Categories:> Le roman d'un instant

Le rire est la parole du muet

Famille Josée Val : Pierre, Jeannot, Paule
Soleilhavoup, commune de Naves, Corrèze, 1965

C’était la cueillette des champignons dans la forêt sombre qui bordait la maison de Josée Val.
Des Cèpes plein les cageots, ramassés par Roland, Pierre, Jeannot, et Paulette, la grande sœur. Ils étaient ses quatre enfants : C’est ma vie, disait elle. La forêt en automne abondait de champignons au parfum de terre, de châtaignes dans leur bogue tombée que l’on appelait autrefois l’arbre à pain, de noisetier coudrier, source d’histoire magique, de chêne centenaire, de noyer à grosse coque la noix de Corrèze, dont le brou se déguste après le repas.
Le frère de Josée, Etienne, suspendait au dessus de l’âtre, les noix en coque dans un grand sac de jute. La fumée s’infiltrait.
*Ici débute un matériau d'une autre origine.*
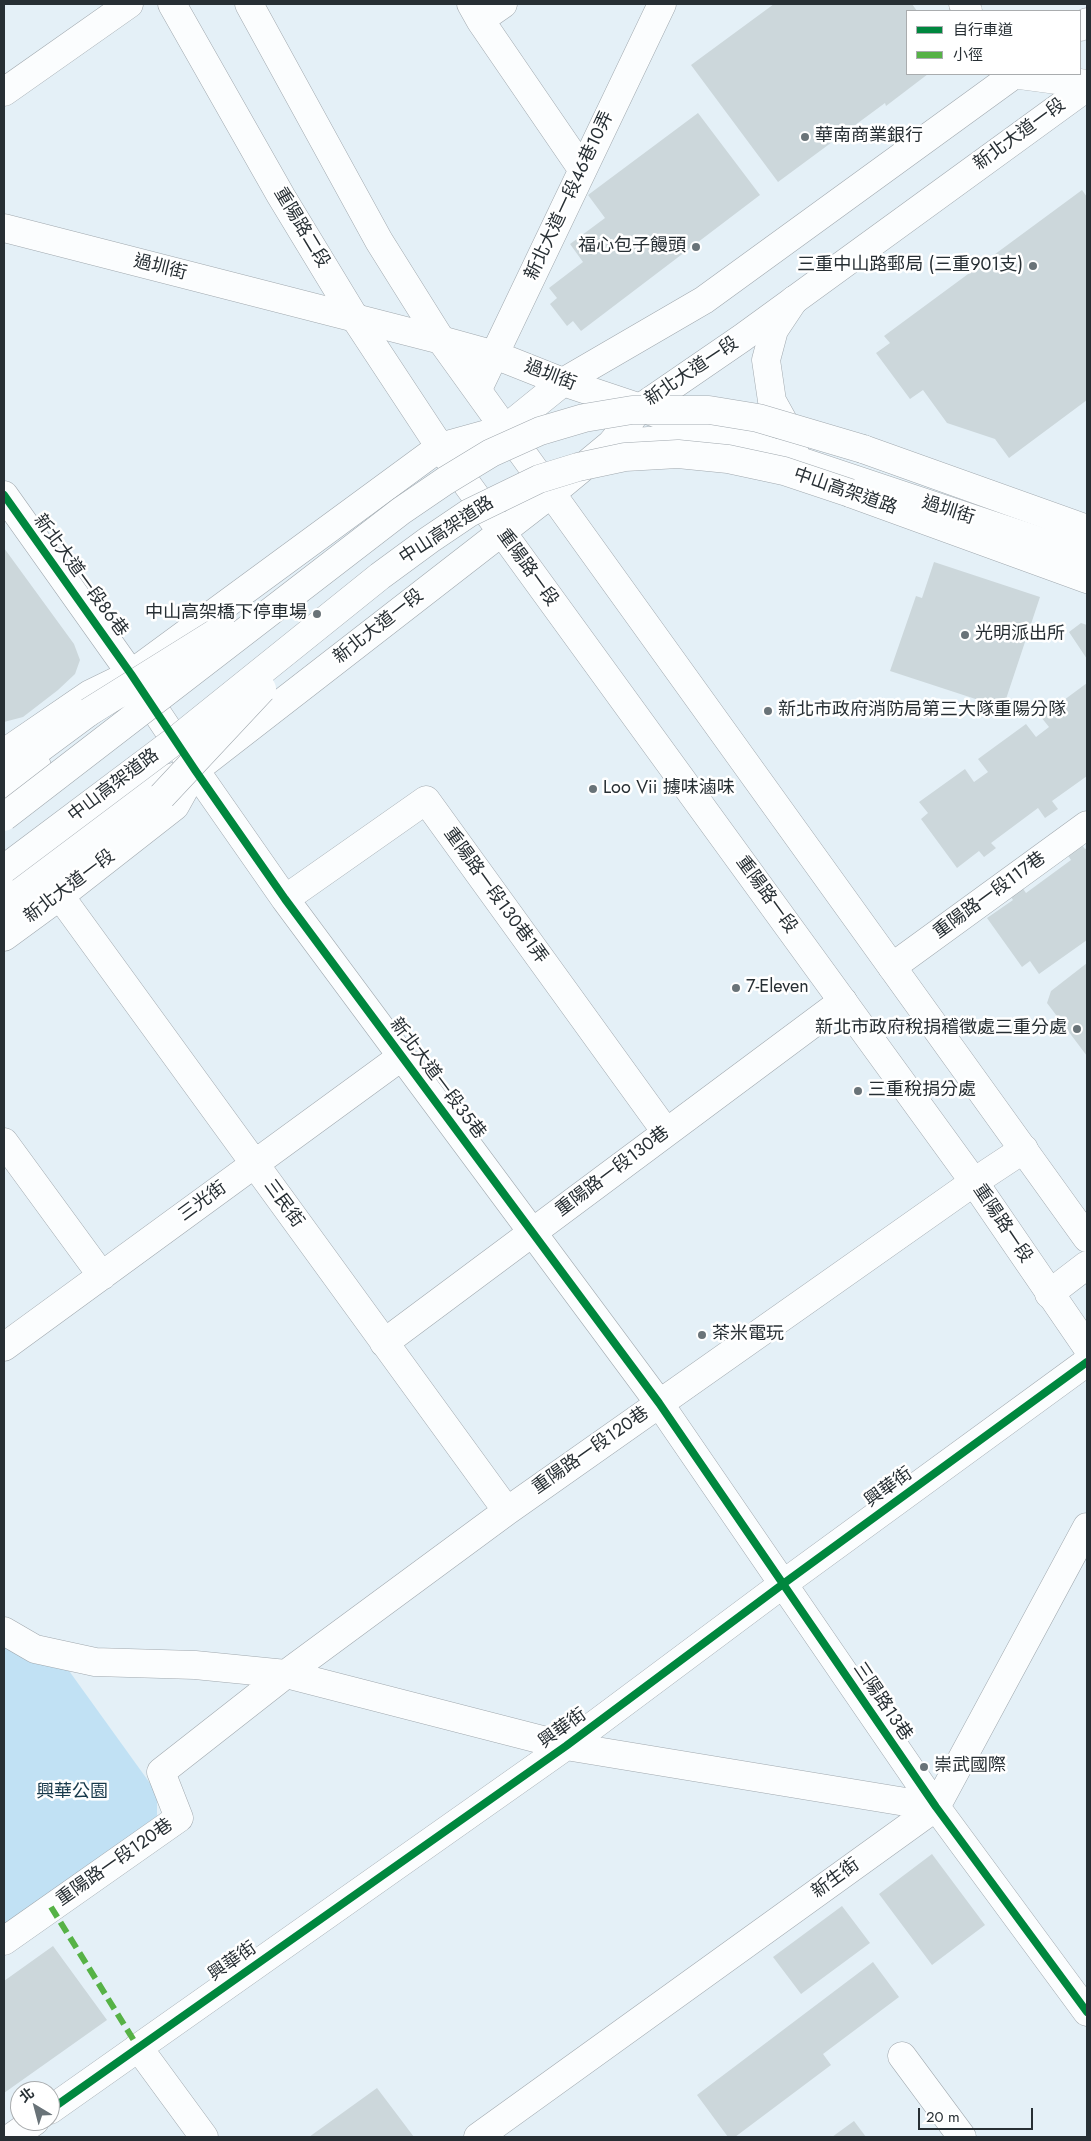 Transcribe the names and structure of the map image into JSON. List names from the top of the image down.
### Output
{
  "streets": {
    "main road": [
      "新北大道一段",
      "新北大道一段46巷10弄",
      "重陽路二段",
      "過圳街",
      "中山高架道路",
      "重陽路一段",
      "新北大道一段86巷",
      "重陽路一段130巷1弄",
      "重陽路一段117巷",
      "新北大道一段35巷",
      "重陽路一段130巷",
      "三光街",
      "三民街",
      "重陽路一段120巷",
      "興華街",
      "三陽路13巷",
      "新生街"
    ]
  },
  "crossings": [
    ["新北大道一段", "過圳街"],
    ["新北大道一段", "重陽路一段"],
    ["新北大道一段", "新北大道一段86巷"],
    ["新北大道一段", "新北大道一段35巷"],
    ["新北大道一段", "三民街"],
    ["新北大道一段46巷10弄", "過圳街"],
    ["重陽路二段", "過圳街"],
    ["重陽路二段", "重陽路一段"],
    ["重陽路一段", "重陽路一段130巷"],
    ["重陽路一段", "重陽路一段120巷"],
    ["新北大道一段86巷", "新北大道一段35巷"],
    ["重陽路一段130巷1弄", "新北大道一段35巷"],
    ["重陽路一段130巷1弄", "重陽路一段130巷"],
    ["新北大道一段35巷", "重陽路一段130巷"],
    ["新北大道一段35巷", "三光街"],
    ["新北大道一段35巷", "重陽路一段120巷"],
    ["新北大道一段35巷", "三陽路13巷"],
    ["重陽路一段130巷", "三民街"],
    ["三光街", "三民街"],
    ["三民街", "重陽路一段120巷"],
    ["重陽路一段120巷", "三陽路13巷"],
    ["興華街", "三陽路13巷"],
    ["三陽路13巷", "新生街"]
  ],
  "parks": ["興華公園"],
  "places": [
    "華南商業銀行",
    "福心包子饅頭",
    "三重中山路郵局 (三重901支)",
    "中山高架橋下停車場",
    "光明派出所",
    "新北市政府消防局第三大隊重陽分隊",
    "Loo Vii 擄味滷味",
    "7-Eleven",
    "新北市政府稅捐稽徵處三重分處",
    "三重稅捐分處",
    "茶米電玩",
    "崇武國際"
  ],
  "legend": ["自行車道", "小徑"],
  "scale_bar": "20 m",
  "north": "top left"
}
Quelques jours après, la noix avait le goût de la fumée.
Josée faisait la brioche pur beurre et la patte feuilletée la meilleure, comme personne ailleurs.
Les gamins sont arrivés tous les trois par le petit chemin. Pierre qui ne parlait pas tenait le cageot empli de Cèpes et de Bolets, posés délicatement sur un lit de fougères, cueillis le matin sous le regard vigilant de sa soeur Paule, qui elle parlait. Roland à droite, avait enlevé son chapeau pour l’instant. Il ne parlait pas. Au milieu, Jeannot l’aîné le plus petit parlait.
Il m’avait dit un soir dans la petite ferme Corrézienne à la grande tablée où nous dinions avec mon Père, à la cheminée de conte de fées chaude du feu qui crépitait : “Tu as les yeux noirs comme du charbon. Ils brillent.” Nous avions tous bien ri. Je l’avais compris.